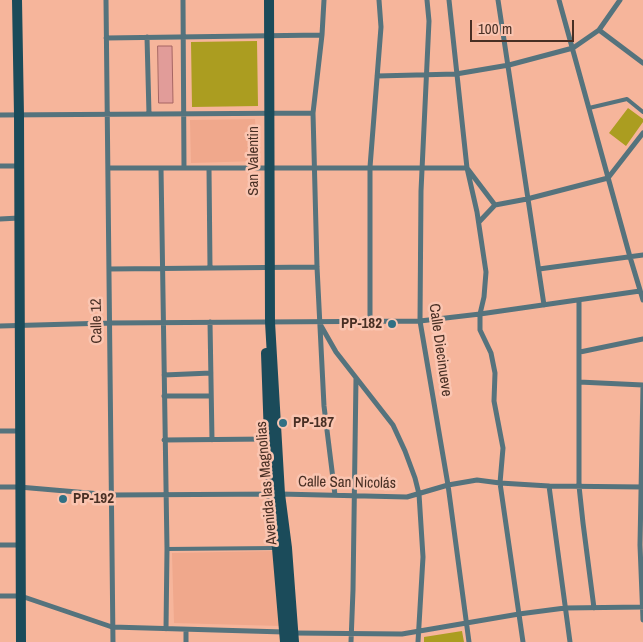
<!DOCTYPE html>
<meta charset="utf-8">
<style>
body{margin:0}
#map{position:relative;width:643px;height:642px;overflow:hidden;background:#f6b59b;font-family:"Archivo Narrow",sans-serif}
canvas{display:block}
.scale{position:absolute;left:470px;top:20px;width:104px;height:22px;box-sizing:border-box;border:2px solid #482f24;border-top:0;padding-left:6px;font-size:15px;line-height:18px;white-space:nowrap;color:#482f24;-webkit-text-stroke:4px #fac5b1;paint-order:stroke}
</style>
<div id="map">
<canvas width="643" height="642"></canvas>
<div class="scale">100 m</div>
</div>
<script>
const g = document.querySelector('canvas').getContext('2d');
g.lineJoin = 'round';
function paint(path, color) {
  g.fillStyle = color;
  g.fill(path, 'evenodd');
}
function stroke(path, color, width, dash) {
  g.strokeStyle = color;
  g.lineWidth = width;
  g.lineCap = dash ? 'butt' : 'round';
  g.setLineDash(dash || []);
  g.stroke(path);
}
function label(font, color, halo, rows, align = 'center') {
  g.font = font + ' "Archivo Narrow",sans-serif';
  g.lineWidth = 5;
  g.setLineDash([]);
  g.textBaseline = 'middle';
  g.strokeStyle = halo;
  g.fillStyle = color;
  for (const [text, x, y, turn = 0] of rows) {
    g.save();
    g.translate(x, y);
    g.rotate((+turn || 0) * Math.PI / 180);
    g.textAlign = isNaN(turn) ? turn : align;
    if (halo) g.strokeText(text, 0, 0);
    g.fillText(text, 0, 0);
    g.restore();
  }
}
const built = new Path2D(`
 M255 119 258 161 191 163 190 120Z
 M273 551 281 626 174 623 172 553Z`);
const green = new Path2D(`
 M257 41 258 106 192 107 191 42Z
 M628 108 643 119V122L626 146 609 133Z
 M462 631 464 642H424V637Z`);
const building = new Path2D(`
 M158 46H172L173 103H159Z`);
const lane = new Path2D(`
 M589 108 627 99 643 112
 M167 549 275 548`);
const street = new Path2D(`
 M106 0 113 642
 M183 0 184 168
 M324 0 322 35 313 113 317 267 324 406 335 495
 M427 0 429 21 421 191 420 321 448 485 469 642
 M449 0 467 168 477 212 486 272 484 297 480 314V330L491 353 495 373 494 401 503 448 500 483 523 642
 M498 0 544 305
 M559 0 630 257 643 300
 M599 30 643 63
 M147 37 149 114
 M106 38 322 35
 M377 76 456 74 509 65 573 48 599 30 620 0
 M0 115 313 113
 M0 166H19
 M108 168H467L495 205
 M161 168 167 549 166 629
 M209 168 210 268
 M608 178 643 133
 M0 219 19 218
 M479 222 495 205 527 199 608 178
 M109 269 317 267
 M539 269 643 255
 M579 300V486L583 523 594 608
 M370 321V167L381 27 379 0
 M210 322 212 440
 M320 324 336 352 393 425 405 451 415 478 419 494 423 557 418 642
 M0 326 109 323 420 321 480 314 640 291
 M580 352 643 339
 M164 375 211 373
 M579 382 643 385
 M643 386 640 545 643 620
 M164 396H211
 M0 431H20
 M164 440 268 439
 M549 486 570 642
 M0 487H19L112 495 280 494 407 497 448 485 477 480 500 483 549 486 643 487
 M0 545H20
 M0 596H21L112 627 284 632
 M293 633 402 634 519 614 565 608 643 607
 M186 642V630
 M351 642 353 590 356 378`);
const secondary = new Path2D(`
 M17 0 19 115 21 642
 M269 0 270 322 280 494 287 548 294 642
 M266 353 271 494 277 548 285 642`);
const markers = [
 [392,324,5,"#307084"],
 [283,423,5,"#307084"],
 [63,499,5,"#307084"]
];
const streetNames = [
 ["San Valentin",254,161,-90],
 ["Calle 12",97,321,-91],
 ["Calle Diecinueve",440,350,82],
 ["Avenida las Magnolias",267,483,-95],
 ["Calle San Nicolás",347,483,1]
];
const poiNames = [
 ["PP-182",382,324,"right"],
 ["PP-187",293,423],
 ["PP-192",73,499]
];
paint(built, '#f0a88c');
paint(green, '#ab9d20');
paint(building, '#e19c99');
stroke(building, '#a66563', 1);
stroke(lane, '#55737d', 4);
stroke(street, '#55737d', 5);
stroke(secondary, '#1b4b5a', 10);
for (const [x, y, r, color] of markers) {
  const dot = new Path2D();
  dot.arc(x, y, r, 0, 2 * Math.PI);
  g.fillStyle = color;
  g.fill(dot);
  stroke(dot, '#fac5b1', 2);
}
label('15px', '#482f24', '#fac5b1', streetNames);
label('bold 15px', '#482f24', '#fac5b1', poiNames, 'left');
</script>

=-=-=-=-=

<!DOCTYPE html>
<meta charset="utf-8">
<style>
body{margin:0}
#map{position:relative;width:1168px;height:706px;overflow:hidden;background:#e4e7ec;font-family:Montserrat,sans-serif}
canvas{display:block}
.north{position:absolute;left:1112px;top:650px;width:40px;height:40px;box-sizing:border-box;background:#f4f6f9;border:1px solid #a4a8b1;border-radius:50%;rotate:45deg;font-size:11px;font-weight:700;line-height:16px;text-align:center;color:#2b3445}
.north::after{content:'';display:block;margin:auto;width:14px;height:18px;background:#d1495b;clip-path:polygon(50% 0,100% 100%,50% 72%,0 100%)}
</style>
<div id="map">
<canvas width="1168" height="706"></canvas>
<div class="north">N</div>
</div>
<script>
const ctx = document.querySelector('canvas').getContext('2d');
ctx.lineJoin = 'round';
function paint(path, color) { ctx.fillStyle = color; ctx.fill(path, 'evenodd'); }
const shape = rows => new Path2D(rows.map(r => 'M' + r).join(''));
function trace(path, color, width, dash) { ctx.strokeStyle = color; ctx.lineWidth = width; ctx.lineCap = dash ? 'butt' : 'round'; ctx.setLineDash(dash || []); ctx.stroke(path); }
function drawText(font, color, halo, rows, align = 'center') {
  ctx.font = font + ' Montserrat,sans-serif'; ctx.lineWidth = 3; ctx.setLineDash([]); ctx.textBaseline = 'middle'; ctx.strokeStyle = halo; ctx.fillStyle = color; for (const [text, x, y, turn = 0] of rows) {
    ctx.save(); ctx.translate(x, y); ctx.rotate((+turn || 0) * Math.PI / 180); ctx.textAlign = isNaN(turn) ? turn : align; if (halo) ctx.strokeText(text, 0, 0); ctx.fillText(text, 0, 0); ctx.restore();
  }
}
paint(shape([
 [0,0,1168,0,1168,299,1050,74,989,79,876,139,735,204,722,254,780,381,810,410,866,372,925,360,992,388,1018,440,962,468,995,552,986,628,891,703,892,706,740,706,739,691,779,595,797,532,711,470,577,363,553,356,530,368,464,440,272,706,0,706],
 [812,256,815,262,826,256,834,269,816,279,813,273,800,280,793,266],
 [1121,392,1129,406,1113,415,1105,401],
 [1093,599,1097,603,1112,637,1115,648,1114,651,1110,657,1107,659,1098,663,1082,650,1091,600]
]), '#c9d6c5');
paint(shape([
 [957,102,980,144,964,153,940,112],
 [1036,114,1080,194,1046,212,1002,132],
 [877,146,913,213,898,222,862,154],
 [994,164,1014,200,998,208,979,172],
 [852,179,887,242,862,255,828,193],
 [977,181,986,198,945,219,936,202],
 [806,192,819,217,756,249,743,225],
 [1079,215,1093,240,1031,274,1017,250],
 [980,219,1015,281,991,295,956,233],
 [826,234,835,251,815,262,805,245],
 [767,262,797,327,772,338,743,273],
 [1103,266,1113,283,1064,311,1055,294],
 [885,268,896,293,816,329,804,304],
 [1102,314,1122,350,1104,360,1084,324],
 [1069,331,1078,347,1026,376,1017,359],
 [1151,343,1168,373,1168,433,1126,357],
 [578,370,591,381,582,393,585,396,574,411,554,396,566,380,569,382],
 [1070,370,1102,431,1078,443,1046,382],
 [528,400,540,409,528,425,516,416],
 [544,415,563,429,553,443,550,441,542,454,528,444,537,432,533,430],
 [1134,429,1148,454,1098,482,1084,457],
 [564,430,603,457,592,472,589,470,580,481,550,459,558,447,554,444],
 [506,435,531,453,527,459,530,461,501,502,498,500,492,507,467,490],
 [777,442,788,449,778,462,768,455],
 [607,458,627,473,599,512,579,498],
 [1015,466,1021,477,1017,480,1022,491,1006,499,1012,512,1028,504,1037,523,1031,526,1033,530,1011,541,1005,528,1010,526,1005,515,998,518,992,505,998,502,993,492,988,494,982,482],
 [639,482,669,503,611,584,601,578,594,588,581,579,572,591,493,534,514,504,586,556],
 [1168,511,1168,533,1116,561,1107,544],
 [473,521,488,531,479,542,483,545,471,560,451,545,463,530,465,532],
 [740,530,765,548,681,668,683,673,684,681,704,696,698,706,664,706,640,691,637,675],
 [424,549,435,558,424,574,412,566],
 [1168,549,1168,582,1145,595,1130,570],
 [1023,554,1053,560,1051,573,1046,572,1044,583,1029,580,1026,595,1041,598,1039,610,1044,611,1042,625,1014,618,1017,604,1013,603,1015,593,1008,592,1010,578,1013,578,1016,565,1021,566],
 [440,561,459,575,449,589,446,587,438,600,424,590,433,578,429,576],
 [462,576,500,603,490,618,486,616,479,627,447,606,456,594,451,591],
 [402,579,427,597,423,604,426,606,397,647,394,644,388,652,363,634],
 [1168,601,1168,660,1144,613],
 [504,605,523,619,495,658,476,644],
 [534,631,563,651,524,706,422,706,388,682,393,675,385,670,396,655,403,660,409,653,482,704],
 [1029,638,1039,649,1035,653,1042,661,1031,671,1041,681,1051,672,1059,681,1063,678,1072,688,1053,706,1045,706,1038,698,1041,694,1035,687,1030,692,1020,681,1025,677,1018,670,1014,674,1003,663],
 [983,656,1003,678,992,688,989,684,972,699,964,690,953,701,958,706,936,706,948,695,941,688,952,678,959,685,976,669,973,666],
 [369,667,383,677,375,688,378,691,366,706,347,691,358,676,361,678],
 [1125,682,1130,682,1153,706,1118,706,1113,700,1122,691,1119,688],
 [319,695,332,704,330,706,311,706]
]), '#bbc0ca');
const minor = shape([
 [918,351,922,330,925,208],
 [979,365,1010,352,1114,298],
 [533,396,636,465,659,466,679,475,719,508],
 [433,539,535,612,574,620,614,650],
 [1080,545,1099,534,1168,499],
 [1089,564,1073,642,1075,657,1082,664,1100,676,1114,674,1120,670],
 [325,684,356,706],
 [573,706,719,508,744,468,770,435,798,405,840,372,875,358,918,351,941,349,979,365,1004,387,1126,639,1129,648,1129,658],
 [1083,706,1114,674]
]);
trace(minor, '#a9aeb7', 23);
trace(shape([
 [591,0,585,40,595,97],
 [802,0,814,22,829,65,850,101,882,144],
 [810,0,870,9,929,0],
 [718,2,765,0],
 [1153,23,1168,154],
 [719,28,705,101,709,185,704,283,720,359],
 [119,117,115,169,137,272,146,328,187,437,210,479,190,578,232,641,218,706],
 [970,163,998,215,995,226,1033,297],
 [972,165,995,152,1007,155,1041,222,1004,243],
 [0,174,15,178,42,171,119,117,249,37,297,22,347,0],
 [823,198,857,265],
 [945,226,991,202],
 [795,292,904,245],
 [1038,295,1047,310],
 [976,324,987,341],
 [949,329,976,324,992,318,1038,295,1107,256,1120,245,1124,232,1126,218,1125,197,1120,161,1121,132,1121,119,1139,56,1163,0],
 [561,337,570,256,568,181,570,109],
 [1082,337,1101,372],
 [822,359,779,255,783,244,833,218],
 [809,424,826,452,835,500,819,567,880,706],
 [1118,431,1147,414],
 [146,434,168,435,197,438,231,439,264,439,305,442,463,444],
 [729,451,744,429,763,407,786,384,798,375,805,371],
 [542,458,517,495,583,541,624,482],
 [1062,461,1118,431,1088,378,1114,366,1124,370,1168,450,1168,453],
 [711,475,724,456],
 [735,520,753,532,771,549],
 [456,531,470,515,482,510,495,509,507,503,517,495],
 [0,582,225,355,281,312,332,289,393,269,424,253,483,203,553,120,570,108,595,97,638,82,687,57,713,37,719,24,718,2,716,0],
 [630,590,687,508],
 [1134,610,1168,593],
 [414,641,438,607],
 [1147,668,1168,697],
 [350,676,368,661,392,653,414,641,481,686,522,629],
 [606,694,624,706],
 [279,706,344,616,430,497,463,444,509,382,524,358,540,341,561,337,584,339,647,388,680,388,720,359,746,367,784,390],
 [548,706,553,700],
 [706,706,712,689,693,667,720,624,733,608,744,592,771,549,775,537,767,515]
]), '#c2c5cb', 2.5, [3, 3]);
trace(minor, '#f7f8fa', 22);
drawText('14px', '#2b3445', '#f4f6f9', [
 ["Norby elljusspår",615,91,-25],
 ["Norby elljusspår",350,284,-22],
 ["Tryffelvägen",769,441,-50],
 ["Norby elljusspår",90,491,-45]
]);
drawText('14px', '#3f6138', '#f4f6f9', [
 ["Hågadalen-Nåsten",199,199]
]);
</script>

=-=-=-=-=

_Task description_.
Whenever a line of the material above contains the string "rows", copy that line out.

_Output for this task_.
function label(font, color, halo, rows, align = 'center') {
  for (const [text, x, y, turn = 0] of rows) {
const shape = rows => new Path2D(rows.map(r => 'M' + r).join(''));
function drawText(font, color, halo, rows, align = 'center') {
  ctx.font = font + ' Montserrat,sans-serif'; ctx.lineWidth = 3; ctx.setLineDash([]); ctx.textBaseline = 'middle'; ctx.strokeStyle = halo; ctx.fillStyle = color; for (const [text, x, y, turn = 0] of rows) {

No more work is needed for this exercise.